● Your instructions:
Nothing but the lines from the start of the entries below through the line containing "function trace(path, color, width, dash)" should appear in the answer, copied exactly and free of pictures.
[Opening Exercise data section]
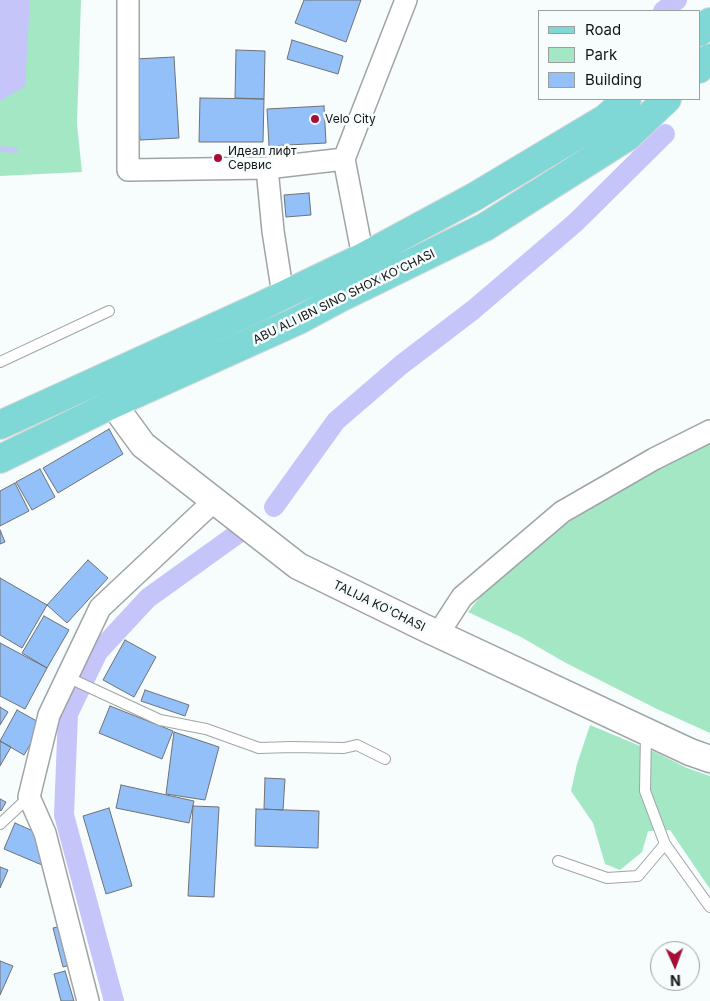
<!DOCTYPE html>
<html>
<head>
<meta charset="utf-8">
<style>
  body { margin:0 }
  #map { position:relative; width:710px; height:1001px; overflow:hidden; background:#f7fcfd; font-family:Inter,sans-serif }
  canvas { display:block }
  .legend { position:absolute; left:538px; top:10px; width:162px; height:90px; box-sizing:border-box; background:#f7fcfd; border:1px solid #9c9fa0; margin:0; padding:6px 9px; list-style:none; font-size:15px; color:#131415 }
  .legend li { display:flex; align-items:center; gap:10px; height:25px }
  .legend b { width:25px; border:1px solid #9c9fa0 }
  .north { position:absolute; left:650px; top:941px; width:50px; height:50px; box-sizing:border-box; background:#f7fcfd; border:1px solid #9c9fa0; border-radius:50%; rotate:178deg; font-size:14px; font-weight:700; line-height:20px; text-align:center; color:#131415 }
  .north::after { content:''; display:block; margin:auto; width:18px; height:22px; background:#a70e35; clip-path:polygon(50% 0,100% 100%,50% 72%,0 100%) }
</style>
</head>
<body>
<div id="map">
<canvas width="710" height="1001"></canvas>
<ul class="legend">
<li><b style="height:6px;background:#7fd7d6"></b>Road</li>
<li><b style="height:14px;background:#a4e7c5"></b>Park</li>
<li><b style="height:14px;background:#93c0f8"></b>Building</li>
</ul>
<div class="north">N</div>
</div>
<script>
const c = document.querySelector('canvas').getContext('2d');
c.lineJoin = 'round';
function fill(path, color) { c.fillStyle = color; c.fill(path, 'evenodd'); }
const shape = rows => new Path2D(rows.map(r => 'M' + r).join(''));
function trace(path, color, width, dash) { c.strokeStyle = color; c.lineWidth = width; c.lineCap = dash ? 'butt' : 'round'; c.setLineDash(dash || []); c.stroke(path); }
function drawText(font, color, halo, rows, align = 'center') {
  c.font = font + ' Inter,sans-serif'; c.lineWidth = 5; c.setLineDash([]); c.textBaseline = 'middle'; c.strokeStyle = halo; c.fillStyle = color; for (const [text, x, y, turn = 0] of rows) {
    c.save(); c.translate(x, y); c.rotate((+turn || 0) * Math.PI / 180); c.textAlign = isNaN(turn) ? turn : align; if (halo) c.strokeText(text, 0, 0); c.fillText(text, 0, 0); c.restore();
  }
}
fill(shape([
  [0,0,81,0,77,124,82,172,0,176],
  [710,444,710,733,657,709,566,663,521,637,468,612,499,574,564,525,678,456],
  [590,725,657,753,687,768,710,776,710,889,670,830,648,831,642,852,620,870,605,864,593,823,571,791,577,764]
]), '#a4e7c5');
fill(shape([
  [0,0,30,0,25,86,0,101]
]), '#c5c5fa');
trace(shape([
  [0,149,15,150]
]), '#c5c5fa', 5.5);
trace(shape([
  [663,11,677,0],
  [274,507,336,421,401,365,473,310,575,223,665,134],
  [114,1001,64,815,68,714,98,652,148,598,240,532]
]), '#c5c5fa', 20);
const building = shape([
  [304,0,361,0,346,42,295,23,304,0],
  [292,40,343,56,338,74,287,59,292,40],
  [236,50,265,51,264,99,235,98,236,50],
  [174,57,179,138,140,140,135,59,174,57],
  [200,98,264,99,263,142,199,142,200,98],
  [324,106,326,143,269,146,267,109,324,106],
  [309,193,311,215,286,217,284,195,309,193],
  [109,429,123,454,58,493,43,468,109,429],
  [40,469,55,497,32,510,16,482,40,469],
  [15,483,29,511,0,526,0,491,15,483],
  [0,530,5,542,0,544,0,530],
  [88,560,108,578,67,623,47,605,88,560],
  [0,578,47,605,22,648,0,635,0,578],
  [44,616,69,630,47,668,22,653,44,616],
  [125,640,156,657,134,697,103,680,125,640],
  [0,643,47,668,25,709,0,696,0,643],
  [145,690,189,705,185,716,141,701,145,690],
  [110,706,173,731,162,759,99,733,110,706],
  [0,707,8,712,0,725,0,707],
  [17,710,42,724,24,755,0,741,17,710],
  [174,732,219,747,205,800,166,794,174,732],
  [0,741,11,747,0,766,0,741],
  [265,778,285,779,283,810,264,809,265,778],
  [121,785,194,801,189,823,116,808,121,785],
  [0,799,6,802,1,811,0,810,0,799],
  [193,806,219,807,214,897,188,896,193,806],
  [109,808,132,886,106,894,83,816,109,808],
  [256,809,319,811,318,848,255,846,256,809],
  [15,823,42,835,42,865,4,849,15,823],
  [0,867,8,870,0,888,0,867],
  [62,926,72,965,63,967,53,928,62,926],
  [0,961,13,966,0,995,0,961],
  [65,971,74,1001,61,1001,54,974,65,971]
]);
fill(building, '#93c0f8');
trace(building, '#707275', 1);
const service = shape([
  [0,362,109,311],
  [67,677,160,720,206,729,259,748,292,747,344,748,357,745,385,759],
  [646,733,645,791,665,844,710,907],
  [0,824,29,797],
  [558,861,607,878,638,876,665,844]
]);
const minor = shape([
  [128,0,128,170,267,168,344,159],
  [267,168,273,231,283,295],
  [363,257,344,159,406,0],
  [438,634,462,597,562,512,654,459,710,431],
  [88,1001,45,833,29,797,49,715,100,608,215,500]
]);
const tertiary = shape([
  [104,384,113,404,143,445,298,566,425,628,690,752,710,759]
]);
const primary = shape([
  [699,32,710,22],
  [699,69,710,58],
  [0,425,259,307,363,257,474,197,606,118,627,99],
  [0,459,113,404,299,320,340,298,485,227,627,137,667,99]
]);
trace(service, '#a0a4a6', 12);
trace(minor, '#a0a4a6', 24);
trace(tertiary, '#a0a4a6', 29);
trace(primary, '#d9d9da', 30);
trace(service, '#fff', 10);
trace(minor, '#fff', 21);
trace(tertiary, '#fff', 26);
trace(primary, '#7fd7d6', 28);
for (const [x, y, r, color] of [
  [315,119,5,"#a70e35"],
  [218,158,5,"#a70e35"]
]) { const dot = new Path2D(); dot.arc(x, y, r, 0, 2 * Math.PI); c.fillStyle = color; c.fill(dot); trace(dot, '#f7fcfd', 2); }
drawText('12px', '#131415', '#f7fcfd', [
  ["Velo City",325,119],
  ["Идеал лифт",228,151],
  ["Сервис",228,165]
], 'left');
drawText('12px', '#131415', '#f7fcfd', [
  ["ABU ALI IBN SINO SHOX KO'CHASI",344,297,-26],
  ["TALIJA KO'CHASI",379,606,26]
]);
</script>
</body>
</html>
[Closing Exercise data section]
● Solution for this problem:
<!DOCTYPE html>
<html>
<head>
<meta charset="utf-8">
<style>
  body { margin:0 }
  #map { position:relative; width:710px; height:1001px; overflow:hidden; background:#f7fcfd; font-family:Inter,sans-serif }
  canvas { display:block }
  .legend { position:absolute; left:538px; top:10px; width:162px; height:90px; box-sizing:border-box; background:#f7fcfd; border:1px solid #9c9fa0; margin:0; padding:6px 9px; list-style:none; font-size:15px; color:#131415 }
  .legend li { display:flex; align-items:center; gap:10px; height:25px }
  .legend b { width:25px; border:1px solid #9c9fa0 }
  .north { position:absolute; left:650px; top:941px; width:50px; height:50px; box-sizing:border-box; background:#f7fcfd; border:1px solid #9c9fa0; border-radius:50%; rotate:178deg; font-size:14px; font-weight:700; line-height:20px; text-align:center; color:#131415 }
  .north::after { content:''; display:block; margin:auto; width:18px; height:22px; background:#a70e35; clip-path:polygon(50% 0,100% 100%,50% 72%,0 100%) }
</style>
</head>
<body>
<div id="map">
<canvas width="710" height="1001"></canvas>
<ul class="legend">
<li><b style="height:6px;background:#7fd7d6"></b>Road</li>
<li><b style="height:14px;background:#a4e7c5"></b>Park</li>
<li><b style="height:14px;background:#93c0f8"></b>Building</li>
</ul>
<div class="north">N</div>
</div>
<script>
const c = document.querySelector('canvas').getContext('2d');
c.lineJoin = 'round';
function fill(path, color) { c.fillStyle = color; c.fill(path, 'evenodd'); }
const shape = rows => new Path2D(rows.map(r => 'M' + r).join(''));
function trace(path, color, width, dash) { c.strokeStyle = color; c.lineWidth = width; c.lineCap = dash ? 'butt' : 'round'; c.setLineDash(dash || []); c.stroke(path); }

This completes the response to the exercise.